This two-step strategy ensures comprehensive yet precise filtering of Stoic discourse without introducing unrelated topics.

🛠️ PIPELINE OVERVIEW The workflow follows a structured process:

  1. Data Loading 📥 — Load geotagged tweets for each year.
  2. Keyword Filtering 🧹 — Apply curated wildcard and exact keyword filters.
  3. Frequency Calculation 📊 — Aggregate yearly keyword frequencies.
  4. Visualization 🎨 — Generate trendline graphs over time.
  5. Spatial Clustering 📍 — Detect geospatial clusters of Stoicism tweets.
  6. Country-Level Summary 🌍 — Aggregate tweets per country based on geolocation.
  7. Output Generation 📄 — Export CSV datasets and visual outputs.

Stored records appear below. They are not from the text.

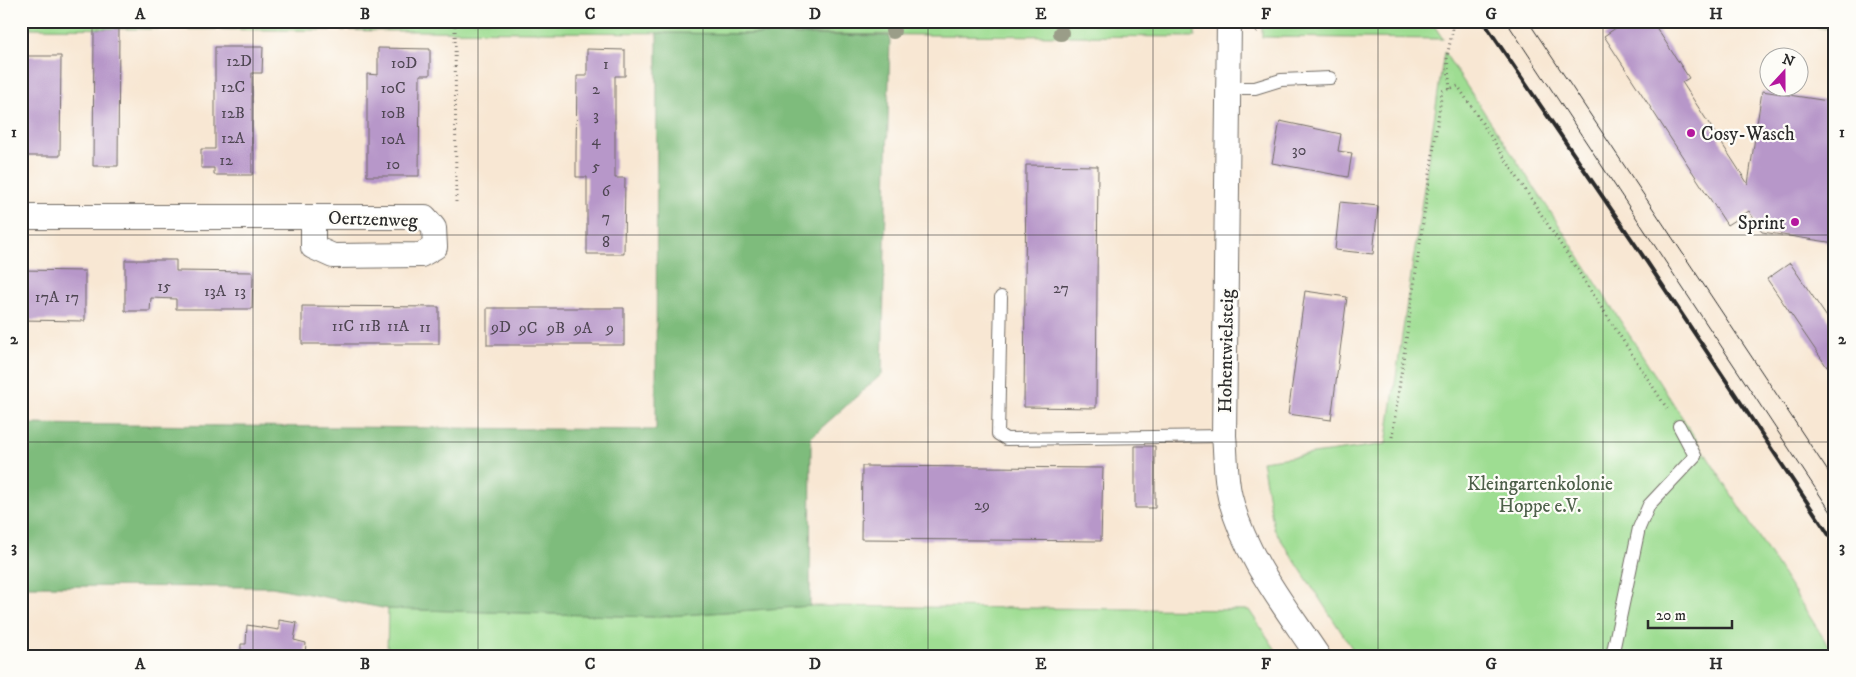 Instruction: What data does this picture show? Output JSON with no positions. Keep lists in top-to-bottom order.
{
  "streets": {
    "street": ["Oertzenweg", "Hohentwielsteig"]
  },
  "parks": ["Kleingartenkolonie Hoppe e.V."],
  "places": ["Cosy-Wasch", "Sprint"],
  "house_numbers": [
    "12D",
    "10D",
    "1",
    "12C",
    "10C",
    "2",
    "12B",
    "10B",
    "3",
    "12A",
    "10A",
    "4",
    "30",
    "12",
    "10",
    "5",
    "6",
    "7",
    "8",
    "15",
    "27",
    "13A",
    "13",
    "17A",
    "17",
    "11C",
    "11B",
    "11A",
    "11",
    "9D",
    "9C",
    "9B",
    "9A",
    "9",
    "29"
  ],
  "scale_bar": "20 m",
  "north": "top",
  "grid": {
    "columns": [
      "A",
      "B",
      "C",
      "D",
      "E",
      "F",
      "G",
      "H"
    ],
    "rows": ["1", "2", "3"]
  }
}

Full implementation is available in the notebook Geotweets_Stoicism_Analysis_v6.ipynb.

  • OUTPUTS

  • keyword_frequencies_by_year.csv: Yearly keyword frequency dataset.

  • stoicism_cluster_summary.csv: Spatial clustering of Stoicism tweets.

  • tweets_by_country.csv: Summary of tweets per country (based on latitude/longitude).

  • Trend graphs (4 PNG images) illustrating keyword trends from 2010 to 2023.

  • Jupyter Notebook with full reproducible code and methodology.

  • CLUSTERING ANALYSIS (SPATIAL DISTRIBUTION) An optional spatial analysis was performed using the HDBSCAN clustering algorithm (haversine distance) on geolocated tweets.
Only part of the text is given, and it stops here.